Es liegt keine Überraschungsentscheidung vor, wenn das Gericht den Vortrag eines Asylantragstellers zu seiner exilpolitischen Betätigung ohne weiteren Hinweis oder Nachfrage entgegen nimmt, im Urteil aber als unglaubhaft bewertet.
Es liegt keine Überraschungsentscheidung vor, wenn das Gericht den Vortrag eines Asylantragstellers zu seiner exilpolitischen Betätigung ohne weiteren Hinweis oder Nachfrage entgegen nimmt, im Urteil aber als unglaubhaft bewertet.
(Leitsatz der Redaktion)
[...]
Der gem. § 78 Abs. 4 AsylVfG statthafte Antrag des Kläger auf Zulassung der Berufung gegen das Urteil des Verwaltungsgerichts Gießen vom 11. Dezember 2008 bleibt in der Sache ohne Erfolg.

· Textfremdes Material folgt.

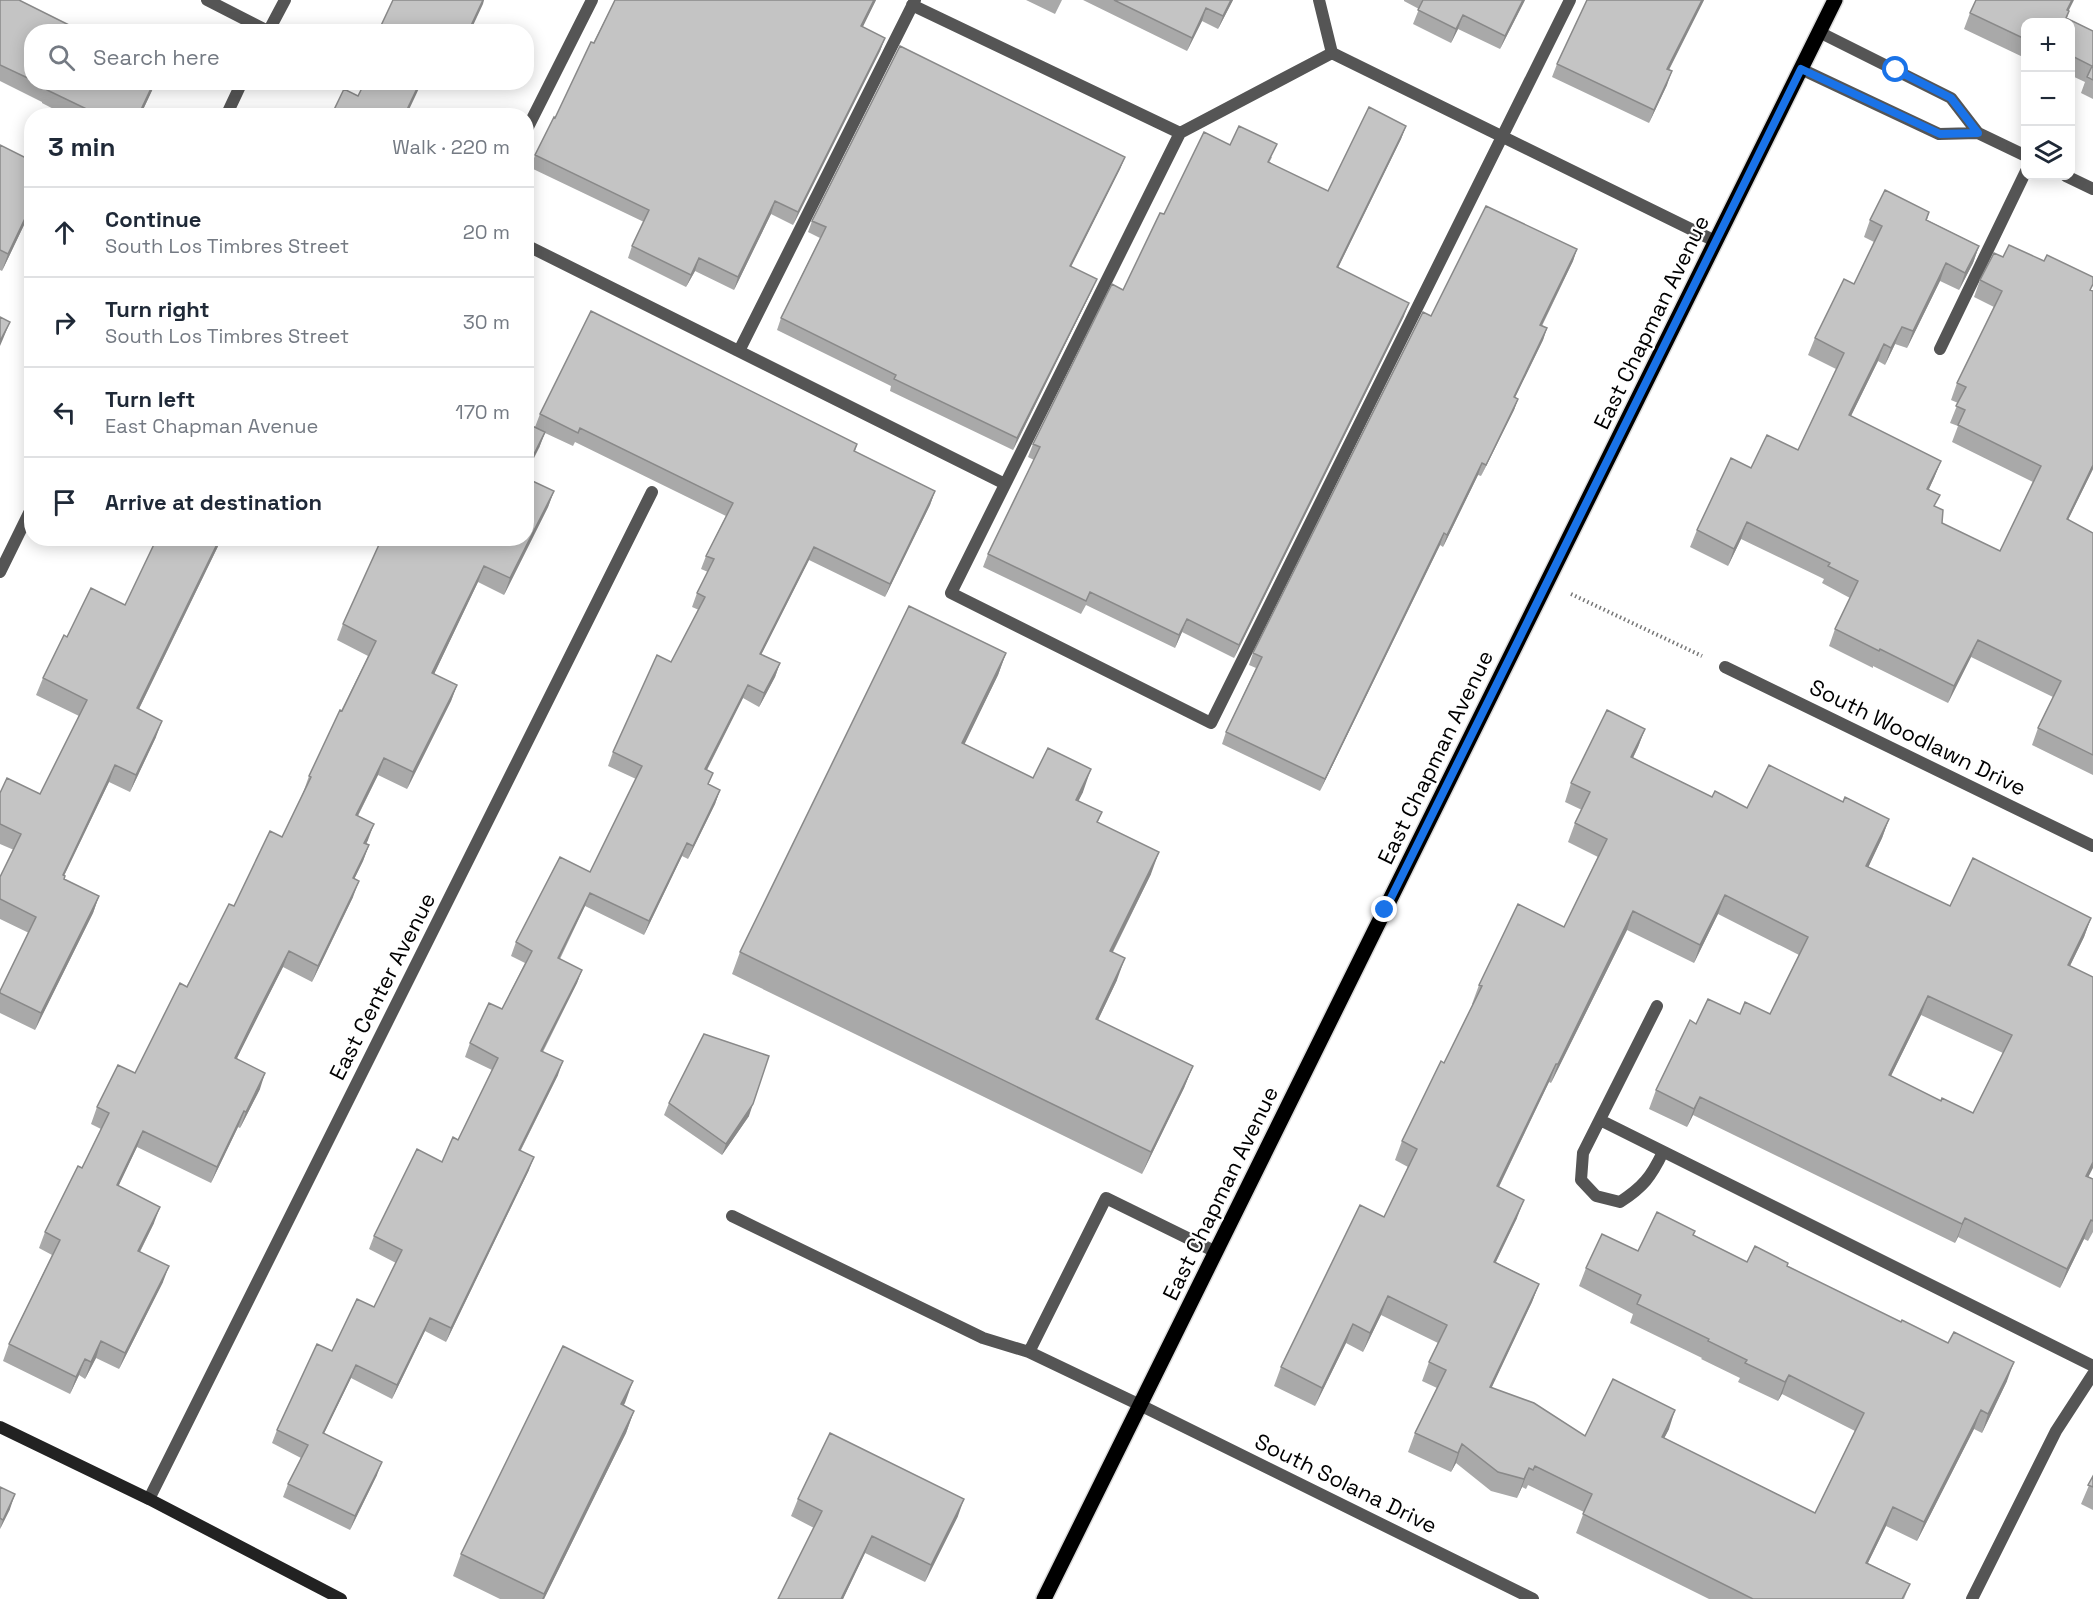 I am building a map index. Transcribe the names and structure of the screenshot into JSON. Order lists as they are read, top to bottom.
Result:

Der mit Schriftsatz vom 6. März 2009 allein geltend gemachte Zulassungsgrund der Verletzung des rechtlichen Gehörs (§ 78 Abs. 3 Nr. 3 AsylVfG i.V.m. § 138 Nr. 3 VwGO) rechtfertigt die Zulassung der Berufung nicht. [...]
Das rechtliche Gehör kann zwar verletzt sein, wenn das Gericht ohne vorherigen Hinweis Anforderungen an den Sachvortrag stellt, mit denen auch ein gewissenhafter und kundiger Prozessbeteiligter - selbst unter Berücksichtigung der Vielfalt vertretbarer Rechtsauffassungen - nicht zu rechnen brauchte (sog. Überraschungsentscheidung). Dabei ist aber zu berücksichtigen, dass aus Art. 103 Abs. 1 GG grundsätzlich keine Hinweis- oder Aufklärungspflicht in Bezug auf die Rechtsansicht des Gerichts folgt und dass das Gericht auch nicht verpflichtet ist, bereits in der mündlichen Verhandlung das mögliche oder voraussichtliche Ergebnis der Sachverhalts- oder Beweiswürdigung bekannt zu geben (Gemeinschaftskommentar zum Asylverfahrensgesetz, Band 3, Stand: Juni 2008, II § 78 Rdnr. 281, 282). Im Asylprozess obliegt es dem Asylbewerber, die in seine Sphäre fallenden Ereignisse zur Begründung seines Asylanspruchs lückenlos vorzutragen, also etwaige Unstimmigkeiten und Widersprüche auch ohne Nachfrage oder Hinweis des Gerichts auszuräumen und - gegebenenfalls - unter Beweis zu stellen. Demzufolge vermag der Verzicht des Gerichts auf einen Hinweis zu einem widersprüchlichen oder sonst unglaubhaften Vortrag für sich allein nicht den Vorwurf einer unzulässigen Überraschungsentscheidung zu begründen (so ausdrücklich: Niedersächsisches OVG, Beschluss vom 30.05.2003 - 7 LA 101/03 -, AuAS 2003, 226). Etwas anderes gilt nur dann, wenn das Gericht den Asylbewerber - etwa durch einen irreführenden, unmissverständlichen Hinweis - von weiterem Sachvortrag oder der Stellung von Beweisanträgen abgehalten hat (Gemeinschaftskommentar zum Asylverfahrensgesetz, a.a.O., II § 78 Rdnr. 288).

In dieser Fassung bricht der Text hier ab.